4. IBD: Breastfeeding is associated with a 31% reduction in the risk of childhood inflammatory bowel disease.  That is considered to be the result of an interaction between the immunoglobulating effect of human milk and the genetic susceptibility of the infant.

5. Overweight Obesity: Numerous studies have investigated whether or not breastfeeding can reduce the risk of obesity. It seems that with any breastfeeding there is a 15% to 30% reduction of obesity rates in adolescence and adulthood.

6. Diabetes: Some studies also suggest reduction in incidence of insulin – dependent (type 1) (up to 30% for infants who exclusively breastfed for 3 months) and non insulin dependent (type 2) diabetes mellitus (40%, possibly reflecting the long-term positive effect of breastfeeding on weight control and feeding self regulation).

7. SIDS: Some studies suggest it decreases the rates of sudden infant death syndrome (SIDS) in the first year of life.

8. Malignant Disease: Breast milk may have a role in the prevention of malignant disease by stimulating or modulating the immune response and promoting its development in early life. This protection of having been breastfed for 6 months or longer includes a 20% lower risk for acure lymphatic leukemia and a 15% lower risk for acute myeloid leukemia.

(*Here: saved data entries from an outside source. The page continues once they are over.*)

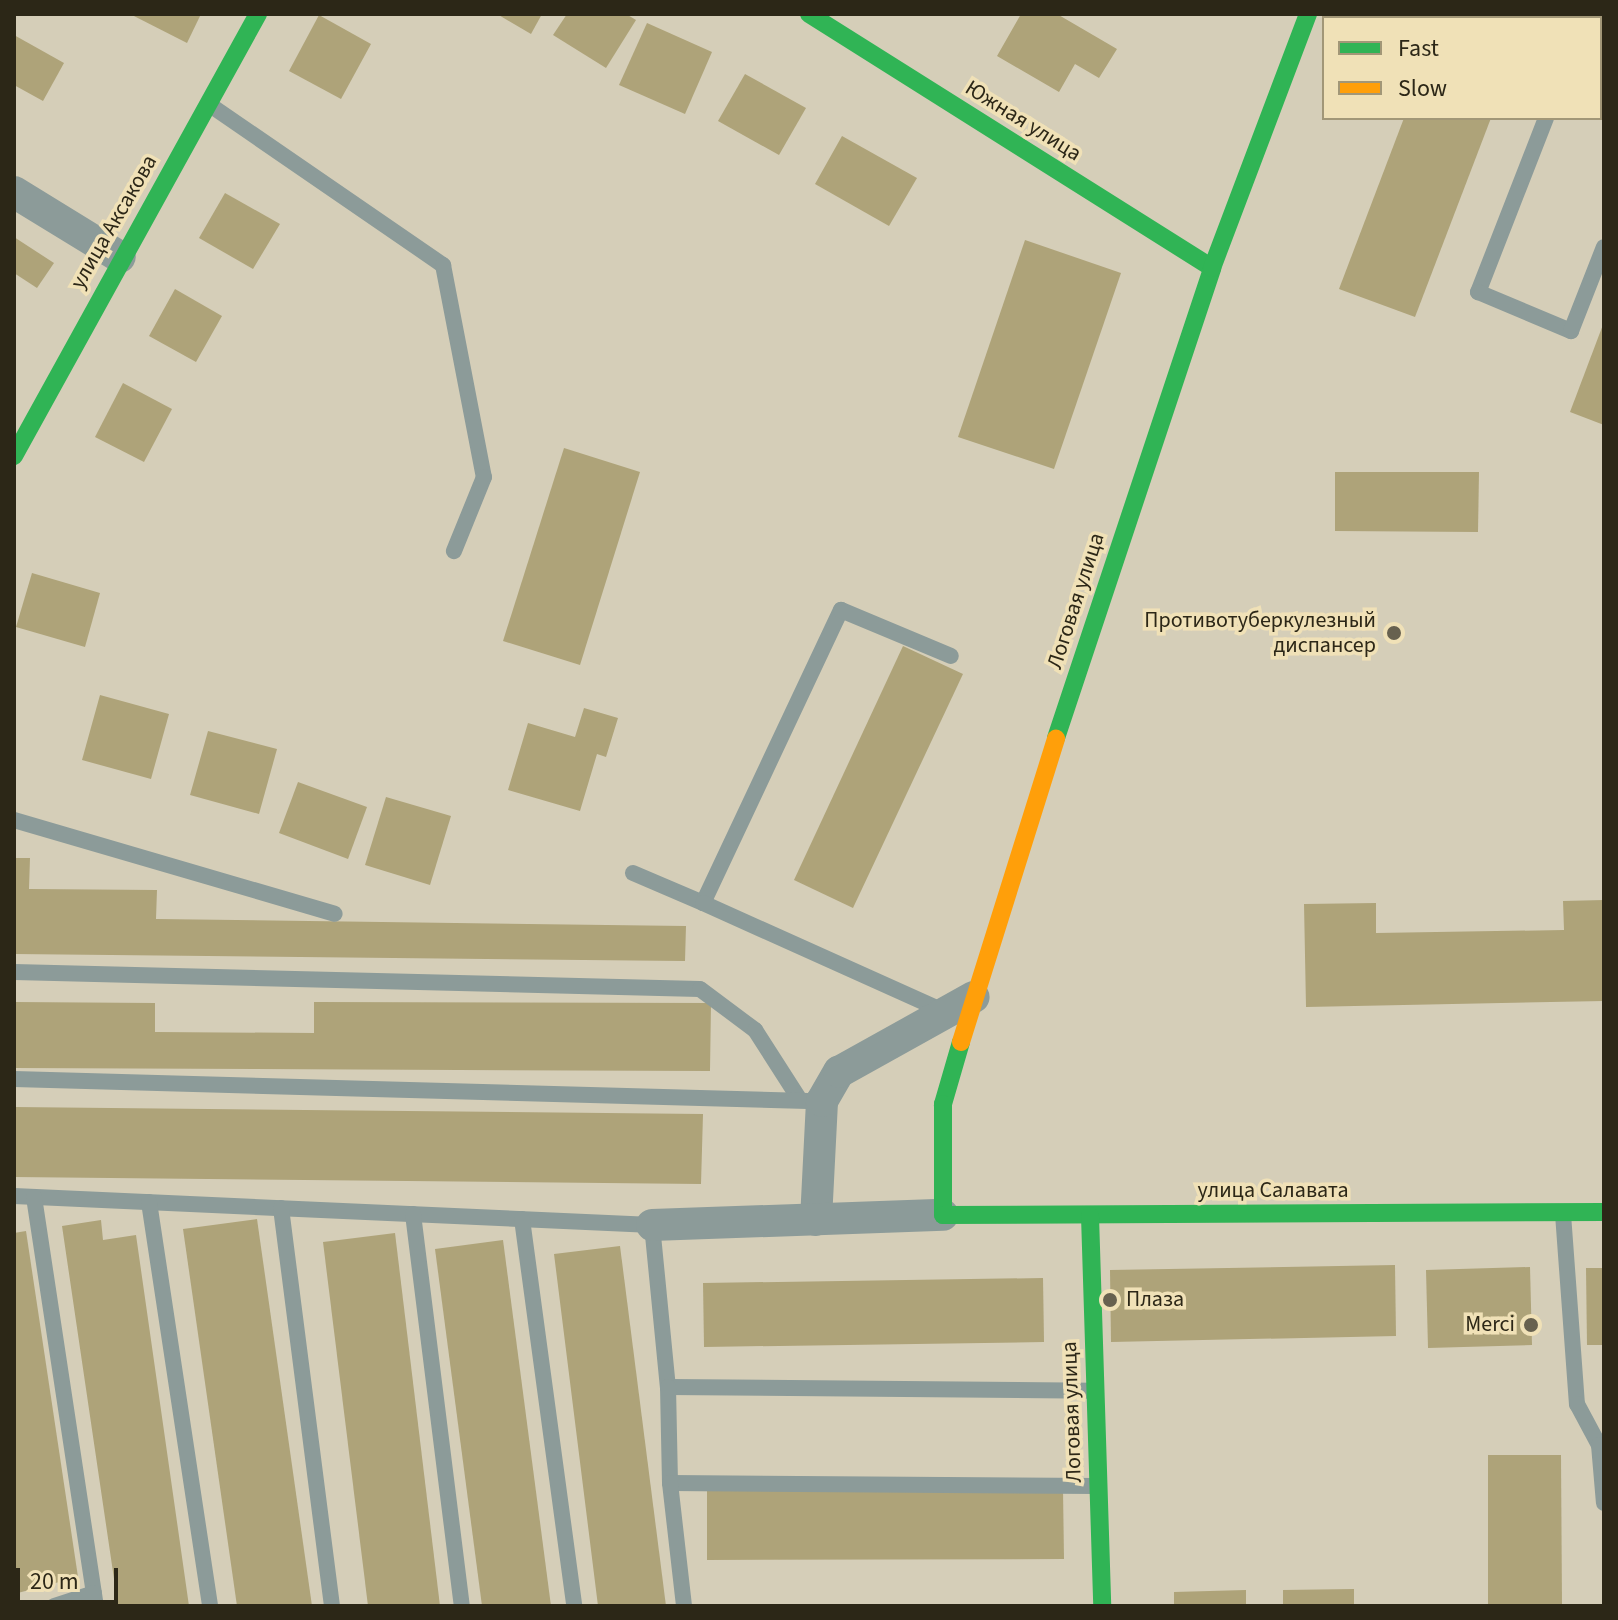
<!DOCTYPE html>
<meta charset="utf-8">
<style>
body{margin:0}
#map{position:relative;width:1618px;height:1620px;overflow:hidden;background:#d5ceb8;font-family:"Source Sans 3",sans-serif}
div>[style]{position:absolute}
.building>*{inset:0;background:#aea379}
.lane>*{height:16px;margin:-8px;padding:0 8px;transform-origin:8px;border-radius:8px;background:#8c9b99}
.street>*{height:32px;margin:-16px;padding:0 16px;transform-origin:16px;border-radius:16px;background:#8c9b99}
.fast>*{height:18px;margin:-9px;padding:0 9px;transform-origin:9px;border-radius:9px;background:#30b455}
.slow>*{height:18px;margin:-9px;padding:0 9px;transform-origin:9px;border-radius:9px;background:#ff9f0a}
.dots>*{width:22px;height:22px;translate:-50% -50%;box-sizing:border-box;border:4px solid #f0e1b7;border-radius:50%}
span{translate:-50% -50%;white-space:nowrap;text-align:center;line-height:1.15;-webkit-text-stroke:7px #f0e1b7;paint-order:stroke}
.street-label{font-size:22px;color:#2c2717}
.poi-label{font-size:22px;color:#2c2717}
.right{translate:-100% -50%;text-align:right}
.left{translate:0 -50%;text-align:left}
.frame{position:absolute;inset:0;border:16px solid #2c2717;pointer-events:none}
.legend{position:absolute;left:1322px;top:16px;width:280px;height:104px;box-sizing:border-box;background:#f0e1b7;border:2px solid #a29777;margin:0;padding:10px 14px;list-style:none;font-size:24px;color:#2c2717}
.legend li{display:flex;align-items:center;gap:16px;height:40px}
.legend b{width:40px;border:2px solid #a29777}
.scale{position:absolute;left:16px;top:1568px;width:102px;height:36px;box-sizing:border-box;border:4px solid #2c2717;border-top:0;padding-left:10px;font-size:24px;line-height:28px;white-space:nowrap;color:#2c2717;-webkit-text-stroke:6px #f0e1b7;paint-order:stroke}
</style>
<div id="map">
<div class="building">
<i style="clip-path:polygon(130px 14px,201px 14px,187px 43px)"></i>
<i style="clip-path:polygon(497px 14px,542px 14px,531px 34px)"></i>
<i style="clip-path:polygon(567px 14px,626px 14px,636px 20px,606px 68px,553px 35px)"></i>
<i style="clip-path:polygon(1021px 14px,1057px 14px,1117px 49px,1099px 78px,1075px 64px,1059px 92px,997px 56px)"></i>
<i style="clip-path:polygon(1443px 14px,1530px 14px,1442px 18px)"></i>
<i style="clip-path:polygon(319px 15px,371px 44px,341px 99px,289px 71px)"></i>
<i style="clip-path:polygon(647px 23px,712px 52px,685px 114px,619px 85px)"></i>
<i style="clip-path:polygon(14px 35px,64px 63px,43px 101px,14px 85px)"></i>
<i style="clip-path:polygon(745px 74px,806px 108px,779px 155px,718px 121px)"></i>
<i style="clip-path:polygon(1404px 118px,1491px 118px,1415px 317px,1339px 289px)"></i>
<i style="clip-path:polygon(842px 136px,917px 178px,889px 226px,815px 184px)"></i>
<i style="clip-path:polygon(225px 193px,280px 224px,253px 269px,199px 238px)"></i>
<i style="clip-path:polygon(14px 237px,54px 263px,37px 288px,14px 273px)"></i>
<i style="clip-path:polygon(1025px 240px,1121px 273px,1054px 469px,958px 437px)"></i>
<i style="clip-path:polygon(175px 289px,222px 316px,196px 362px,149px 336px)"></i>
<i style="clip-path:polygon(1604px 322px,1604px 425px,1570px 412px)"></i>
<i style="clip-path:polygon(123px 383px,172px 409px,144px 462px,95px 437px)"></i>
<i style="clip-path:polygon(564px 448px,640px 472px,580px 665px,503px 641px)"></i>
<i style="clip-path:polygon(1335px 472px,1479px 472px,1478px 532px,1335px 531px)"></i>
<i style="clip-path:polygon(32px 573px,100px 593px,85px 647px,16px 627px)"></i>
<i style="clip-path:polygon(903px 646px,963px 674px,853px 908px,794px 880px)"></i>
<i style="clip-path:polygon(100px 695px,169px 714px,151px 779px,82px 760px)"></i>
<i style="clip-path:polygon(584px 708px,618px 718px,606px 757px,597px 754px,580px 811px,508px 790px,528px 723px,575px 737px)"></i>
<i style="clip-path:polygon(208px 731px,277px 749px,259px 814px,190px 795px)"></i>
<i style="clip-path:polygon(298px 782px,367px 807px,348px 859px,279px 833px)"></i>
<i style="clip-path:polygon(386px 797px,451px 816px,430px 885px,365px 865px)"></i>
<i style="clip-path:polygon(14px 858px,30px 858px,29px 889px,157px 890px,156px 919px,686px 926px,685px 961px,14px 954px)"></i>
<i style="clip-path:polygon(1604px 900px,1604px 1001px,1306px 1007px,1304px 904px,1376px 903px,1376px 933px,1564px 930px,1563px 901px)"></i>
<i style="clip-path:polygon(14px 1002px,155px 1003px,155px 1032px,314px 1033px,314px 1002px,711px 1003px,710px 1071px,14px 1068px)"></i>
<i style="clip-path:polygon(14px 1107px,703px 1114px,701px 1184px,14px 1177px)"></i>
<i style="clip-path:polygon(257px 1219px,312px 1606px,237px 1606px,183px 1229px)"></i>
<i style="clip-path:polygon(101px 1220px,103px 1240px,136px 1235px,189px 1606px,118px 1606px,62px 1226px)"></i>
<i style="clip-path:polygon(26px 1231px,78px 1577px,14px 1594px,14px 1233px)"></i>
<i style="clip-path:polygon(395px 1233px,440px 1606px,368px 1606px,323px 1242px)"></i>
<i style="clip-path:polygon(503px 1240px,551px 1606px,482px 1606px,435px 1249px)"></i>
<i style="clip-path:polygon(620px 1246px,666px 1606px,598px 1606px,554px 1254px)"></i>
<i style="clip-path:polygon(1395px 1265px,1396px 1336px,1111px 1342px,1110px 1270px)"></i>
<i style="clip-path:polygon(1530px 1267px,1532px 1345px,1428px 1348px,1426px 1270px)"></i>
<i style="clip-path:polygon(1586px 1268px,1604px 1268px,1604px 1345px,1587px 1345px)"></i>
<i style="clip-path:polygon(1043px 1278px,1044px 1342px,704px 1347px,703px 1283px)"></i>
<i style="clip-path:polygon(1488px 1455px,1561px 1455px,1562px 1606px,1488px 1606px)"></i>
<i style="clip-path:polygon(1063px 1489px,1064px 1559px,707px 1560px,707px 1490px)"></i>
<i style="clip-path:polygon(1354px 1589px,1354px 1606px,1283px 1606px,1283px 1590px)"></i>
<i style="clip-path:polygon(1246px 1590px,1246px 1606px,1174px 1606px,1174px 1592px)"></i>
</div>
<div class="lane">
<i style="left:1585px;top:18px;width:4px;rotate:-63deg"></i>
<i style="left:210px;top:105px;width:283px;rotate:34.5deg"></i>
<i style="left:443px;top:265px;width:216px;rotate:79.1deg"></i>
<i style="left:484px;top:477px;width:80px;rotate:112.1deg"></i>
<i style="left:1546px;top:118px;width:187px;rotate:111.3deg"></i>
<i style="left:1478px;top:292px;width:101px;rotate:22.8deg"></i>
<i style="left:1571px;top:331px;width:90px;rotate:-68.6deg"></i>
<i style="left:14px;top:820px;width:334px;rotate:16.3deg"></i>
<i style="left:633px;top:873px;width:76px;rotate:23.2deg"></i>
<i style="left:703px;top:903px;width:324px;rotate:-64.8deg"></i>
<i style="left:841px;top:610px;width:119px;rotate:22.7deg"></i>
<i style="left:703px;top:903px;width:266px;rotate:24.2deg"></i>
<i style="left:14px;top:972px;width:686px;rotate:1.42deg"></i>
<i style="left:700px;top:989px;width:69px;rotate:36.7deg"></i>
<i style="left:755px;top:1030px;width:83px;rotate:57.3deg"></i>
<i style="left:14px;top:1079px;width:794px;rotate:1.59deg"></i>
<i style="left:14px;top:1196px;width:639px;rotate:2.6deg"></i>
<i style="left:652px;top:1225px;width:163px;rotate:84.4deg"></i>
<i style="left:668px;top:1387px;width:426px;rotate:0.5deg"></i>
<i style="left:34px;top:1197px;width:414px;rotate:81.4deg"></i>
<i style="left:149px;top:1202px;width:409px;rotate:81.4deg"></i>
<i style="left:281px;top:1208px;width:401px;rotate:82.7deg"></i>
<i style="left:413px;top:1214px;width:395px;rotate:82.9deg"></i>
<i style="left:1563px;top:1214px;width:191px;rotate:85.8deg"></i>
<i style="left:1577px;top:1404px;width:47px;rotate:61.8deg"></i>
<i style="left:1599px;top:1445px;width:58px;rotate:85.1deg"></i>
<i style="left:522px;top:1219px;width:390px;rotate:82.3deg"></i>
<i style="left:668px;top:1387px;width:96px;rotate:88.8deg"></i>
<i style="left:670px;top:1483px;width:427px;rotate:0.4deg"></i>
<i style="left:670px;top:1483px;width:124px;rotate:83.5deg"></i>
<i style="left:54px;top:1606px;width:42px;rotate:-18deg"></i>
</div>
<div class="street">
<i style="left:14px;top:192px;width:124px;rotate:31.5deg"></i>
<i style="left:816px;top:1220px;width:119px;rotate:-87.1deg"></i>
<i style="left:822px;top:1101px;width:34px;rotate:-60deg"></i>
<i style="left:839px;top:1072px;width:154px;rotate:-29.1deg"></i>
<i style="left:652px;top:1225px;width:291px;rotate:-2deg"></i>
</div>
<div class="fast">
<i style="left:809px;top:14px;width:476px;rotate:32.2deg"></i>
<i style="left:14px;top:456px;width:505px;rotate:-61.1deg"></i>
<i style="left:1056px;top:738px;width:495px;rotate:-71.6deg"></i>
<i style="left:1212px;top:268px;width:272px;rotate:-69.3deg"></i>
<i style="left:961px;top:1042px;width:65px;rotate:106.2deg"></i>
<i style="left:943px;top:1104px;width:111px;rotate:90deg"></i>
<i style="left:943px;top:1215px;width:661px;rotate:-0.26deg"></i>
<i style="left:1090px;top:1216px;width:390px;rotate:88.2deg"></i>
</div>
<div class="slow">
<i style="left:961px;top:1042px;width:318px;rotate:-72.6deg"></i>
</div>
<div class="dots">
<i style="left:1394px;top:633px;background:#67614f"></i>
<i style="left:1110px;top:1300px;background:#67614f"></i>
<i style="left:1531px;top:1325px;background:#67614f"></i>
</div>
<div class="street-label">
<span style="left:1023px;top:121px;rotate:32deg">Южная улица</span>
<span style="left:114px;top:222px;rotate:-60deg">улица Аксакова</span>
<span style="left:1076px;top:601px;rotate:-72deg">Логовая улица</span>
<span style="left:1273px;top:1191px">улица Салавата</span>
<span style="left:1072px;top:1412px;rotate:-92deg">Логовая улица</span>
</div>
<div class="poi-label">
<span class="right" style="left:1376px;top:633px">Противотуберкулезный<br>диспансер</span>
<span class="left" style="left:1126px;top:1300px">Плаза</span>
<span class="right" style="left:1515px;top:1325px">Merci</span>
</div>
<div class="frame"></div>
<ul class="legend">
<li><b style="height:10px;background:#30b455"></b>Fast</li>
<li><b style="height:10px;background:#ff9f0a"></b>Slow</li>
</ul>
<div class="scale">20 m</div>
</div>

9. Neurodevelopment Outcomes: Available evidence suggests that breastfeeding may be associated with a small but measurable advantage in cognitive development that persists into adulthood. Although the effect size of cognitive benefits may not be of major importance for an individual, it could provide a significant advantage on a population basis.

Conclusion:

Research and practice have shown that breastfeeding and human milk can offer significant nutritional and non-nutritional benefits to the infant and the mother and lay the foundations for optimal infant, child and adult health as well as child development. Therefore, the support of breastfeeding should be seriously viewed as a major public health issue.